**DATA RECORDS:**
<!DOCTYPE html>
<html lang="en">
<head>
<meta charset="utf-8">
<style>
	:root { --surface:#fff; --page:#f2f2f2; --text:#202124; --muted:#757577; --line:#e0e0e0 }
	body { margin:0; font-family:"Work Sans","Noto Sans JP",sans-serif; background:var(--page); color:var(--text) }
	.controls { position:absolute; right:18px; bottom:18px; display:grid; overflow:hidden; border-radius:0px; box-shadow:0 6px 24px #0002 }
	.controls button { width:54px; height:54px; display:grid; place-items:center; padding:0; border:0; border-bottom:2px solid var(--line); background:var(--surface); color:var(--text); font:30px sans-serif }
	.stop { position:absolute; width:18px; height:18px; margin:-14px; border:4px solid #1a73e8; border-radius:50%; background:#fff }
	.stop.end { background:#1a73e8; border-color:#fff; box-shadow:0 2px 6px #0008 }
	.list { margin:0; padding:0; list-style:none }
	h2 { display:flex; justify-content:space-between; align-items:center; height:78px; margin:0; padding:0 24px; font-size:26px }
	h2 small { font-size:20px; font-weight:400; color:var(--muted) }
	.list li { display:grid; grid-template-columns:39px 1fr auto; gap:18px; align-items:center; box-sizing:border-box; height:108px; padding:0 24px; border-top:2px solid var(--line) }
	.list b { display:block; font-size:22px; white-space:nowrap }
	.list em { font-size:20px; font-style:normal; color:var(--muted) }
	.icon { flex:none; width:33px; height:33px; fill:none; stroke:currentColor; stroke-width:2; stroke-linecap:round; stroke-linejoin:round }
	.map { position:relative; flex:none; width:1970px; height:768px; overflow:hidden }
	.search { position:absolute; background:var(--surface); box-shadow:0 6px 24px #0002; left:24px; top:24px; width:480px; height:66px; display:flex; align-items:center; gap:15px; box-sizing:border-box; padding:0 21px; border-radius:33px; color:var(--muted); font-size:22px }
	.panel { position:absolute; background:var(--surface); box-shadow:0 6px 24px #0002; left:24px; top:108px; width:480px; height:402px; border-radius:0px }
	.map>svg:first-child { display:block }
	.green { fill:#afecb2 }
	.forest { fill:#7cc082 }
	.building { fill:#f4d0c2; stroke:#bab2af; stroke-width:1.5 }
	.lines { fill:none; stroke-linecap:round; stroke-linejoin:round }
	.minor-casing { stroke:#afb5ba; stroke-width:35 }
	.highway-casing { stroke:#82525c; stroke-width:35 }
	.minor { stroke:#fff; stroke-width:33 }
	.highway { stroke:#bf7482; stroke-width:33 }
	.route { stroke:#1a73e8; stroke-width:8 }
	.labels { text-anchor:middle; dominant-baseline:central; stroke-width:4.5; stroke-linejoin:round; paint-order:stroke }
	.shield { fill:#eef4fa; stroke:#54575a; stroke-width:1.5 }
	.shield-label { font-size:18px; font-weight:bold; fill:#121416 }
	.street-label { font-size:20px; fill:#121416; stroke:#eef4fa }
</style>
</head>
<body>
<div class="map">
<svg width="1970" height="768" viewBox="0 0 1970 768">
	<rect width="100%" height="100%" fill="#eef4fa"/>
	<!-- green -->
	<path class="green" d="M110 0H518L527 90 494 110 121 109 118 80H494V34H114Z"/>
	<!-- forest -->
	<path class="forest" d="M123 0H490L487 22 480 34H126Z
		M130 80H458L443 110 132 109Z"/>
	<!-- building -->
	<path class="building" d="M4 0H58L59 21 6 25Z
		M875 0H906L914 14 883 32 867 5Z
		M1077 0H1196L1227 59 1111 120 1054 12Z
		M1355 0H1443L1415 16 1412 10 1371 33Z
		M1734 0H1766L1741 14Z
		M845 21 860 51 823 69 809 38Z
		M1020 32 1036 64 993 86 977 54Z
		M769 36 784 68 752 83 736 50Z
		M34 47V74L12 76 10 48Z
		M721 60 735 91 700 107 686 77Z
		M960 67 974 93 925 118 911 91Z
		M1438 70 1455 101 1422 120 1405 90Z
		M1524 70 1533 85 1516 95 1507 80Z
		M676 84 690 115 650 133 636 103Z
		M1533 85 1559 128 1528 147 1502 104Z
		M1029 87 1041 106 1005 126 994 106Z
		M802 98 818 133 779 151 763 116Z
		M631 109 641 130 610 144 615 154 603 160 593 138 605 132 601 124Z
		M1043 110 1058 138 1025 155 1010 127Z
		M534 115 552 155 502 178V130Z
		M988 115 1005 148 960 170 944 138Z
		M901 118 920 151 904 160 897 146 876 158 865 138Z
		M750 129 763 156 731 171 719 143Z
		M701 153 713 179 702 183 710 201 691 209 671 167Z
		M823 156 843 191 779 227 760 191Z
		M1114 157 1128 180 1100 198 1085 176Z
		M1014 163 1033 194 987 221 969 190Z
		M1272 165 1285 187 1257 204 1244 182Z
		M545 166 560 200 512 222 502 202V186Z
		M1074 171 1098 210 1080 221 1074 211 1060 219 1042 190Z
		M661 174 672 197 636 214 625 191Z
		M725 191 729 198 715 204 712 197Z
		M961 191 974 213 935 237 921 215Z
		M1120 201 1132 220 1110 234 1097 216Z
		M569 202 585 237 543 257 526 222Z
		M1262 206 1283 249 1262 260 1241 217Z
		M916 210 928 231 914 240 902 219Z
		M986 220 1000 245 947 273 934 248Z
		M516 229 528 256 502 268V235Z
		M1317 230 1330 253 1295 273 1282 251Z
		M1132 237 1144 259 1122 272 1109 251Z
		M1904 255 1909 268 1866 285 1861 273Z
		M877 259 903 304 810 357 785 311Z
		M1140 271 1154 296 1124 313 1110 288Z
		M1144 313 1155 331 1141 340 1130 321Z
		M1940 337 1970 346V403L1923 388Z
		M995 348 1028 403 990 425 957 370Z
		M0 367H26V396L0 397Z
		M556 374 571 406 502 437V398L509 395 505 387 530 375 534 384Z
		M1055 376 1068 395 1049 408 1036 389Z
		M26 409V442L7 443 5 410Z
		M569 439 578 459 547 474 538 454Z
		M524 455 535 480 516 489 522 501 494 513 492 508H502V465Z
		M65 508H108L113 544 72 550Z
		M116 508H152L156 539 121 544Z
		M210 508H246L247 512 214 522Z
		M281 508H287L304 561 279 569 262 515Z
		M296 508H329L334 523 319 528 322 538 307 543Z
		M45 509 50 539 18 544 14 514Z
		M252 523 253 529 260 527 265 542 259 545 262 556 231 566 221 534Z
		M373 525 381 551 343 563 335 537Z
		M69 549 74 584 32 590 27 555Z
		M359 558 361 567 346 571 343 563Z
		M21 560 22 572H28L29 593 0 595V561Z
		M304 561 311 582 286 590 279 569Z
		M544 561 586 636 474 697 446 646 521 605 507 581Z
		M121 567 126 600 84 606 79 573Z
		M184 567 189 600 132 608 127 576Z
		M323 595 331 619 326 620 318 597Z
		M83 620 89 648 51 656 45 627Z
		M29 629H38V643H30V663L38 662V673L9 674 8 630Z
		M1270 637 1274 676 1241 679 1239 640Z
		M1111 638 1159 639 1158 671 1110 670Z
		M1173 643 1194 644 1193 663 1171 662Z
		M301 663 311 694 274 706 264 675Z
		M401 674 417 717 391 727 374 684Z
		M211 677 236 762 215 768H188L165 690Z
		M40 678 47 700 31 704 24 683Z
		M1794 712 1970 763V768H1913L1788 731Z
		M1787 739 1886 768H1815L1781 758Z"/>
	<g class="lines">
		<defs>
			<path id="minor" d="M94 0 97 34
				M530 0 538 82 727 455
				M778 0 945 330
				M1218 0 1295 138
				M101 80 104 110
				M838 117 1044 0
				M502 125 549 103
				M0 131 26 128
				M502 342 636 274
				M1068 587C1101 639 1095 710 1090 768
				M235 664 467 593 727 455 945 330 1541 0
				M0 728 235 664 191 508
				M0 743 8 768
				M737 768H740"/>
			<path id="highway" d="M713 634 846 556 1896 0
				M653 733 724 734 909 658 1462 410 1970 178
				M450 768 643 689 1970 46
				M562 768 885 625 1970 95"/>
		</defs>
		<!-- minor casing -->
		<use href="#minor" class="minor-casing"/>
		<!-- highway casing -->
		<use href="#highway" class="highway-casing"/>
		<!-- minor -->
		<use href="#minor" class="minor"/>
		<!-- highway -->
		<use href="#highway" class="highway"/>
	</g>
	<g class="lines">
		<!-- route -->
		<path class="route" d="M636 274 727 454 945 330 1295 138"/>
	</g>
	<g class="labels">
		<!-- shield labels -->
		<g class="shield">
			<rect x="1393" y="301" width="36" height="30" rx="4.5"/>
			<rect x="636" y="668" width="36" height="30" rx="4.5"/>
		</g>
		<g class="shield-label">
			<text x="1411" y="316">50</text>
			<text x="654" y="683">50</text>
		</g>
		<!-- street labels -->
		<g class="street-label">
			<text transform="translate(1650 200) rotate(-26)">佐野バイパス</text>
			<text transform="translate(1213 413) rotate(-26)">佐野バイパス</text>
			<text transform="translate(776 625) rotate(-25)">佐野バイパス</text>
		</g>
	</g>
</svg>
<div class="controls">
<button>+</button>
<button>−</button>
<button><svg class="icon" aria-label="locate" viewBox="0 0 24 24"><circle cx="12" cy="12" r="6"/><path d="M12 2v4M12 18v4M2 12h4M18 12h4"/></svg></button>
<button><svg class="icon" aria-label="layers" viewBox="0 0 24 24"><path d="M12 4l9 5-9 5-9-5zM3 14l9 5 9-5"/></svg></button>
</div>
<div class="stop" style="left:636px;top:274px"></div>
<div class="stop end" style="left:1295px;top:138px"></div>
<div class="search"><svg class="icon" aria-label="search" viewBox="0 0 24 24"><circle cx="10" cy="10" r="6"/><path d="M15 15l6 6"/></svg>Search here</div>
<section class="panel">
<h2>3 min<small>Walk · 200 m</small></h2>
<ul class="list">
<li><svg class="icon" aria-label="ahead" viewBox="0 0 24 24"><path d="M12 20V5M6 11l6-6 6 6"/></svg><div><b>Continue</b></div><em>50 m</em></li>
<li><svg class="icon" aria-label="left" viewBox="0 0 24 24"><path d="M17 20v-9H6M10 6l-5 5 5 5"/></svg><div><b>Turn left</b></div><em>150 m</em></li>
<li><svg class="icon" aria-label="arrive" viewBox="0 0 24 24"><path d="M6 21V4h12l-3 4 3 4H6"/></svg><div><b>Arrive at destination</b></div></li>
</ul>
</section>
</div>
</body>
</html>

**WORK TO COMPLETE:**
In the records above, how many lines include "body"? Reply only with the number.

**PROBLEM SOLUTION:**
3